This looks like the result you report but HTML encoded.
Where are you seeing the result you reported? Is it in text viewed in
a browser?



>
> is that a bug? or do I need to do something else to sanitized the content?
> I'm thinking that I have to call the sanitized from a "loop", but this is
> not a good idea because it could end up in an endless loop. (I can avoid
> that endless loop, but this feels more like OWASP bug)

If do see that unencoded result with a different policy, that would be a
bug with security consequences. Please report those kind of violations via
https://bugcrowd.com/owaspjavasanitizer where you'll be eligible for
a bounty, and where we can work on having a fix ready before making
the vulnerability public.


>
> Thank you for your help!!
>
>
>
> -- Vicente
>
> --
> You received this message because you are subscribed to the Google Groups
> "OWASP Java HTML Sanitizer Support" group.
> To unsubscribe from this group and stop receiving emails from it, send an
> email to owasp-java-html-saniti...@googlegroups.com.
> For more options, visit https://groups.google.com/d/optout.

Jim Manico

unread,
Nov 7, 2017, 3:36:43 PM11/7/17
to owasp-java-html-...@googlegroups.com, Vicente Villegas Larios
Can we get more details?

1) What sanitizer version are you using?
2) What does your policy look like?
3) What does the before and after input look like to you?

Aloha,
--
Jim Manico
@Manicode

Jim Manico

unread,
Nov 7, 2017, 9:30:30 PM11/7/17
to owasp-java-html-...@googlegroups.com, Vicente Villegas Larios

Can you please report this on GitHub so we can track it?

Aloha, Jim

--

Mike Samuel

unread,
Nov 8, 2017, 3:09:56 PM11/8/17
to OWASP Java HTML Sanitizer Support, Vicente Villegas Larios
On Tue, Nov 7, 2017 at 9:30 PM, Jim Manico <jim.m...@owasp.org> wrote:
> Can you please report this on GitHub so we can track it?

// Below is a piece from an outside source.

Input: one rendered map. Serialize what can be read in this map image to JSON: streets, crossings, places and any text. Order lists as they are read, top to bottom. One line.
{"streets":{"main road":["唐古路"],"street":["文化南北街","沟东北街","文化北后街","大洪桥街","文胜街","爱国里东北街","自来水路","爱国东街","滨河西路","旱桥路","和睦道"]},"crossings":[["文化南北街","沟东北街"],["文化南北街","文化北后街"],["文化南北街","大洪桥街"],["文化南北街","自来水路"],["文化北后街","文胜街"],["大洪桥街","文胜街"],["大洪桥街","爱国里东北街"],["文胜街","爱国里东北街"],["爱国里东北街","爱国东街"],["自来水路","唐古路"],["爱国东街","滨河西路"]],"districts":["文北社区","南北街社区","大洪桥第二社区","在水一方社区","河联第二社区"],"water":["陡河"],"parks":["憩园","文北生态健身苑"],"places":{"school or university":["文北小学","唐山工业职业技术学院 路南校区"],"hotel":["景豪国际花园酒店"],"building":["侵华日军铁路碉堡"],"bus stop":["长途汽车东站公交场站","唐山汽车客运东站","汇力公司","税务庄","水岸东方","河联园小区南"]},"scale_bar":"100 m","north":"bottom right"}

Vicente was kind enough to report it via bugcrowd where it was
determined to be a false positive.

Vicente Villegas Larios

unread,
Nov 8, 2017, 4:59:00 PM11/8/17
to Mike Samuel, OWASP Java HTML Sanitizer Support
hello all, 

sorry for the delay in my answers. 

I'm getting the same result than you, but in my case we are unescaping the HTML (which is leading to the vulnerability). It is easily fixed in my function just calling again the sanitizer, but I was thinking that the call to "Sanitizers.FORMATTING.and(Sanitizers.BLOCKS).sanitize(XSS).trim();"  should remove all the dangerous JS instead it is just escaping it, that's why I was thinking this was a OWASP bug.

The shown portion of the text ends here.